Por Cleber Lourenço
O Palácio do Planalto elevou o tom contra o senador Flávio Bolsonaro (PL-RJ) após sua participação, nesta terça-feira (7), em uma audiência pública promovida pelo Escritório do Representante Comercial dos Estados Unidos (USTR) para discutir as tarifas impostas ao Brasil. Em nota oficial, a Secretaria de Comunicação Social da Presidência da República acusou o parlamentar de legitimar as alegações norte-americanas contra o país, voltou a associá-lo ao caso Master e afirmou que sua atuação contraria os interesses nacionais.
Logo no início da manifestação, o governo afirma que “repudia” a participação de Flávio na audiência e destaca que, entre os 78 inscritos para falar sobre o tarifaço, 63 se posicionaram contra as medidas e apenas 15 foram favoráveis. Segundo a nota, dos 34 brasileiros inscritos, Flávio Bolsonaro foi o único que não se colocou contra as tarifas, limitando-se a defender o adiamento de sua aplicação.
A nota também afirma que o senador deixou de contestar as justificativas apresentadas pelo governo norte-americano para impor as sanções comerciais ao Brasil e, em vez disso, “optou por legitimar os resultados de uma investigação injusta contra empresários e trabalhadores do nosso país”. O governo ainda sustenta que Flávio não negou que a campanha promovida por sua família e aliados esteve na origem do tarifaço nem reconheceu ter agido contra os interesses do país.
A nota dedica um trecho ao caso Master, investigação que envolve o banqueiro Daniel Vorcaro.
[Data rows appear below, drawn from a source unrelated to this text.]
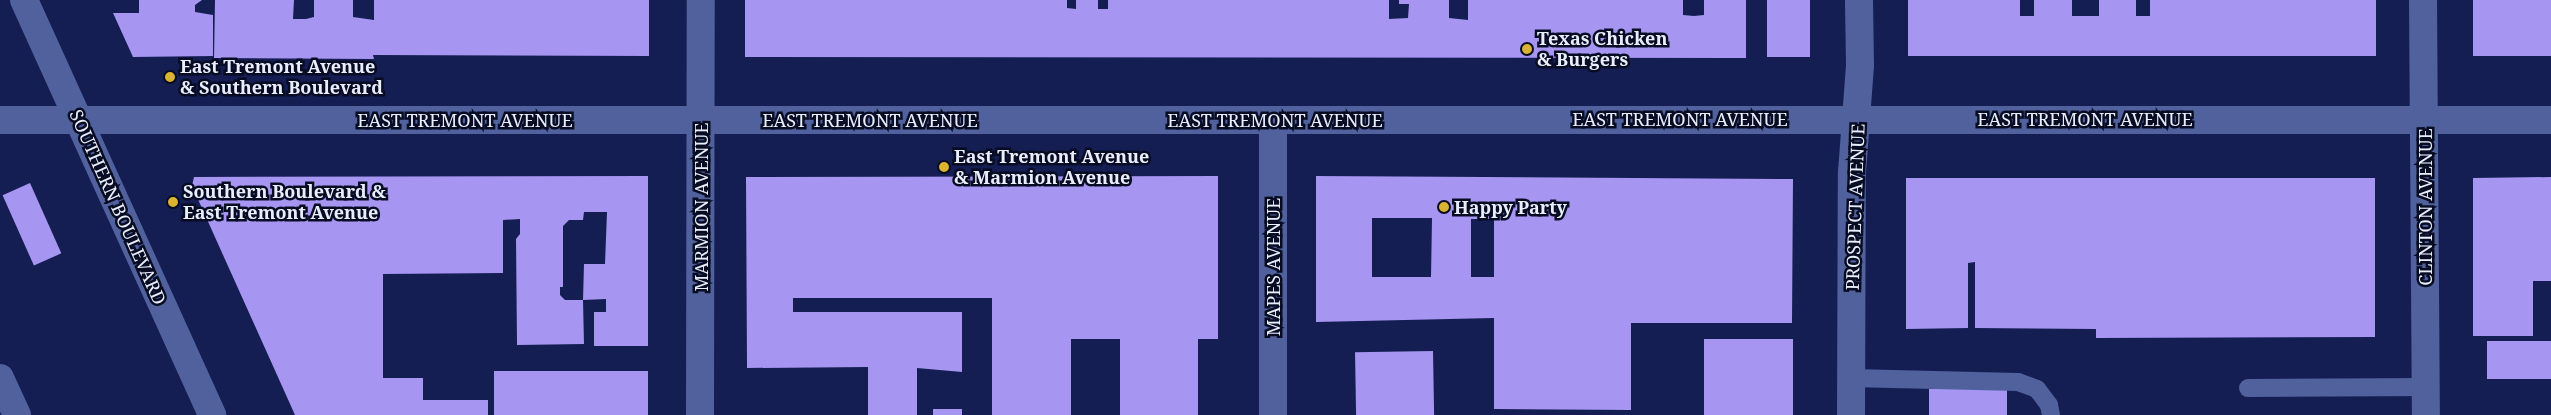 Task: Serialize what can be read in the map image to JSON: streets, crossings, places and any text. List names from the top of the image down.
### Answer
{
  "streets": {
    "main road": [
      "EAST TREMONT AVENUE",
      "SOUTHERN BOULEVARD",
      "MARMION AVENUE",
      "PROSPECT AVENUE",
      "CLINTON AVENUE",
      "MAPES AVENUE"
    ]
  },
  "crossings": [
    ["EAST TREMONT AVENUE", "SOUTHERN BOULEVARD"],
    ["EAST TREMONT AVENUE", "MARMION AVENUE"],
    ["EAST TREMONT AVENUE", "PROSPECT AVENUE"],
    ["EAST TREMONT AVENUE", "CLINTON AVENUE"],
    ["EAST TREMONT AVENUE", "MAPES AVENUE"]
  ],
  "places": [
    "Texas Chicken & Burgers",
    "East Tremont Avenue & Southern Boulevard",
    "East Tremont Avenue & Marmion Avenue",
    "Southern Boulevard & East Tremont Avenue",
    "Happy Party"
  ]
}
Segundo o Planalto, ao mencionar o episódio durante sua manifestação nos Estados Unidos, Flávio Bolsonaro omitiu que o caso teria origem no governo Jair Bolsonaro e também deixou de mencionar seus próprios vínculos com Vorcaro.
O governo cita, de forma expressa, o pedido de mais de R$ 130 milhões feito por Flávio a Daniel Vorcaro para financiar a produção do filme sobre o ex-presidente Jair Bolsonaro, tema que também é alvo de apurações relacionadas ao caso Dark Horse.
Na sequência, nota também rebate as críticas feitas pelo senador às políticas brasileiras para plataformas digitais. Segundo a nota, Flávio defendeu a revogação de decretos que buscam impedir a circulação de conteúdos criminosos e combater a violência contra mulheres no ambiente digital, medida que, para o governo, “só interessa a dois grupos: quem lucra com o caos e quem precisa dele para cometer crimes”.
Outro ponto explorado pelo Planalto é o PIX. A nota afirma que, após criticar o sistema ao longo do último ano, Flávio Bolsonaro agora tenta apresentar-se como seu defensor, mas “propõe subordinar o PIX aos interesses norte-americanos”.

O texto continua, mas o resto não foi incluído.